How to Find the Andromeda Galaxy, the Farthest Thing You Can See

When you find the Andromeda Galaxy, you are looking at the farthest thing the human eye can see without any help at all. Its light left home around 2.5 million years ago, long before our species existed, and tonight it lands on your retina. No telescope, no jargon, just you and a faint smudge of a trillion stars.

What you are actually seeing

Andromeda, also called M31, is a spiral galaxy much like our own Milky Way, and it is the nearest large galaxy to us. To your eye it does not look like the swirling photos. It appears as a soft, elongated glow, a little oval of misty light. That glow is the combined shine of hundreds of billions of suns, blurred together by sheer distance.

Once you know it is a whole other galaxy, that faint patch becomes one of the most humbling sights in the sky. You are seeing across the gulf between galaxies with nothing but your own eyes.

How to find the Andromeda Galaxy step by step

The trick is to star-hop from shapes you can already spot. Look for the big "W" of Cassiopeia and the Great Square of Pegasus, both high in the northern sky during autumn evenings. Andromeda sits roughly between them.

  • Get away from bright lights and let your eyes adjust in the dark for at least 20 minutes.
  • Find Cassiopeia's W shape; its deeper point acts like an arrow pointing toward Andromeda.
  • Look slightly to the side of where you expect the galaxy, not straight at it. This trick, called averted vision, lets your eye's most sensitive cells catch the faint glow.
  • Sweep the area slowly with binoculars to make the oval pop into view.

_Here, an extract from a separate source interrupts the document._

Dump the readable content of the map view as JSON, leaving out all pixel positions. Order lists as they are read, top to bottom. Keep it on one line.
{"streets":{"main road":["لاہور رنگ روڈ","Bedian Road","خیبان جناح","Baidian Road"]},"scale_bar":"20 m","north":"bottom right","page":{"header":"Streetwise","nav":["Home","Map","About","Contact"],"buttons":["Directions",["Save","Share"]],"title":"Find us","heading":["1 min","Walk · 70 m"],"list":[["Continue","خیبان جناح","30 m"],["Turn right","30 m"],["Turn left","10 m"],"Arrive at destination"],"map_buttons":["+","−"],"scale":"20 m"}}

Tips for the clearest view

Darkness is everything here. Andromeda is bright for a galaxy but faint for your eye, so a moonless night under a dark sky makes all the difference. If you are new to scanning the night sky, our guide to stargazing for beginners will help you get comfortable in the dark.

Binoculars turn the smudge into an obvious cloud and are the single best upgrade for deep-sky views. The same patient, no-rush approach works wonders on seeing the Milky Way with your own eyes, our home galaxy seen from the inside.

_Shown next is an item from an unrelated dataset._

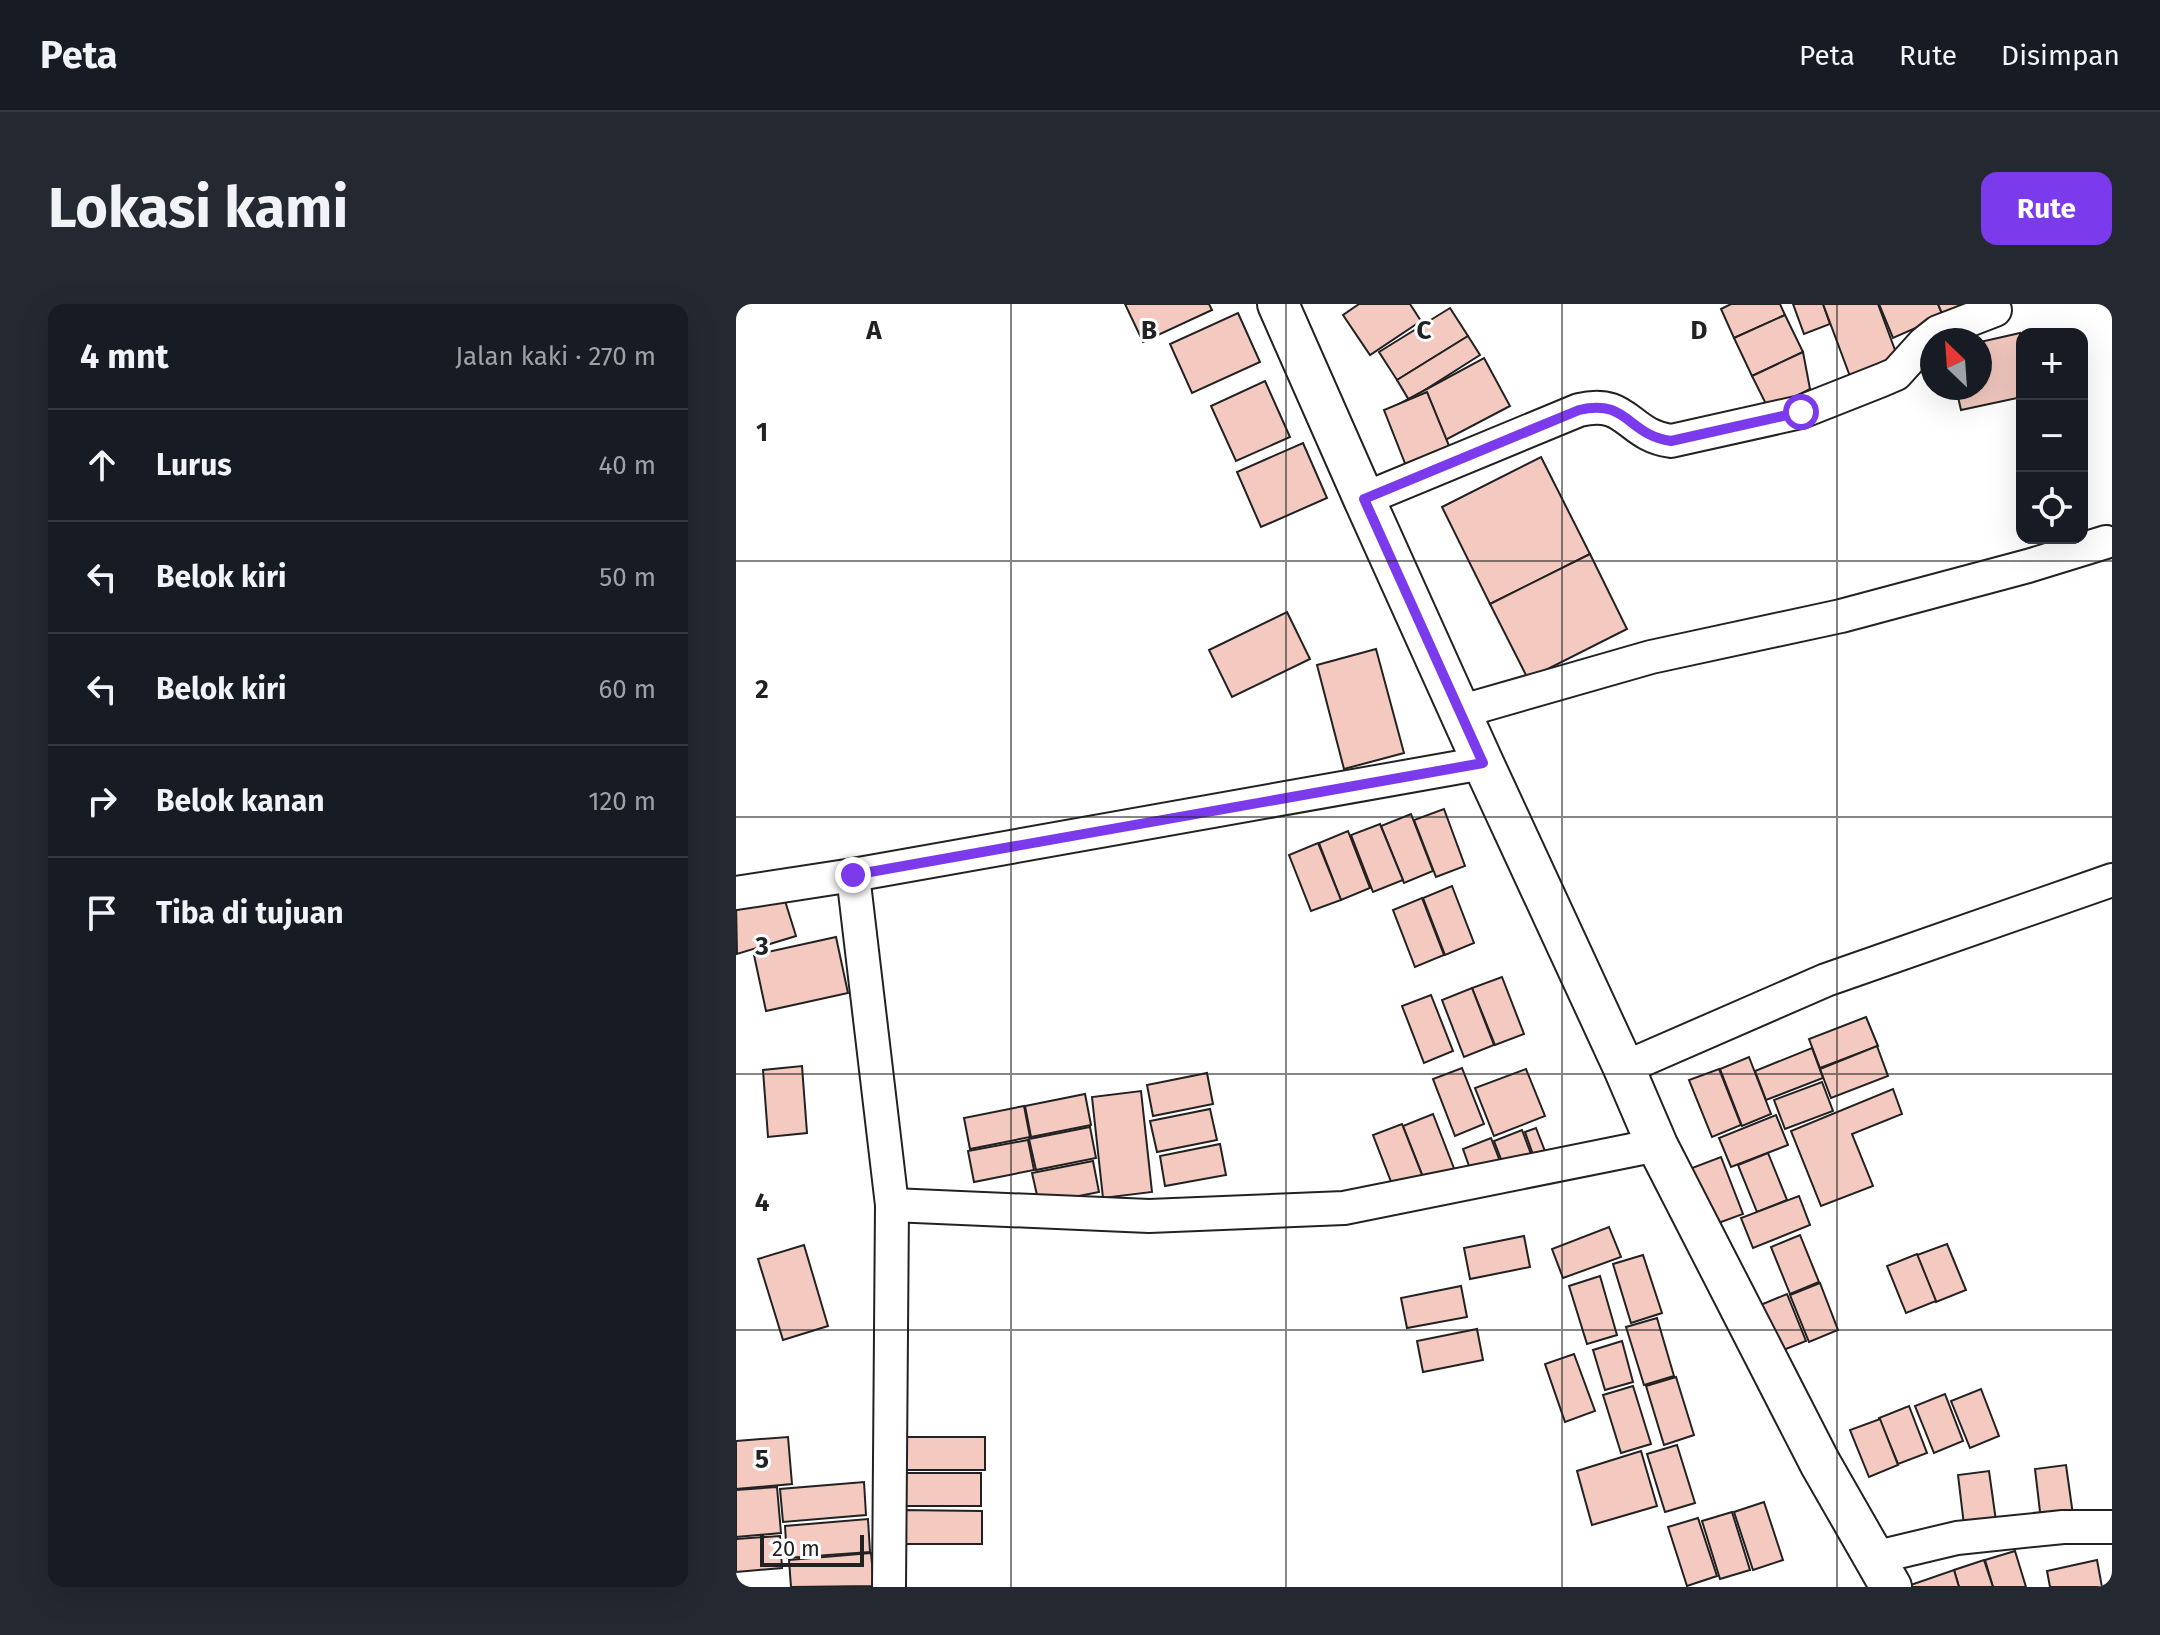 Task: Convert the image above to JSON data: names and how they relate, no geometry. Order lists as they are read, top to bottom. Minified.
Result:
{"scale_bar":"20 m","north":"top left","page":{"header":"Peta","nav":["Peta","Rute","Disimpan"],"buttons":"Rute","title":"Lokasi kami","heading":["4 mnt","Jalan kaki · 270 m"],"map_buttons":["+","−"],"list":[["Lurus","40 m"],["Belok kiri","50 m"],["Belok kiri","60 m"],["Belok kanan","120 m"],"Tiba di tujuan"],"scale":"20 m"},"grid":{"columns":["A","B","C","D"],"rows":["1","2","3","4","5"]}}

Ready to track it down from where you are standing? Open the Starly sky map, let it use your location, and it will show you exactly where Andromeda is shining tonight.

Find the Andromeda Galaxy

Open the sky map with M31 selected — the farthest thing your eyes can reach.

Open Andromeda in the sky map →

Frequently asked questions

Can you see the Andromeda Galaxy with the naked eye?

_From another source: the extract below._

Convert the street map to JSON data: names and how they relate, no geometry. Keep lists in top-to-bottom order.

Yes. Under a dark, moonless sky it appears as a faint elongated glow. It is the farthest object visible without any equipment.

Do I need a telescope to find the Andromeda Galaxy?

No. You can spot it with your eyes alone in dark conditions, though binoculars make the oval cloud much easier to see.

Where is the Andromeda Galaxy in the sky?

It sits in the northern sky between the W of Cassiopeia and the Great Square of Pegasus, highest on autumn evenings.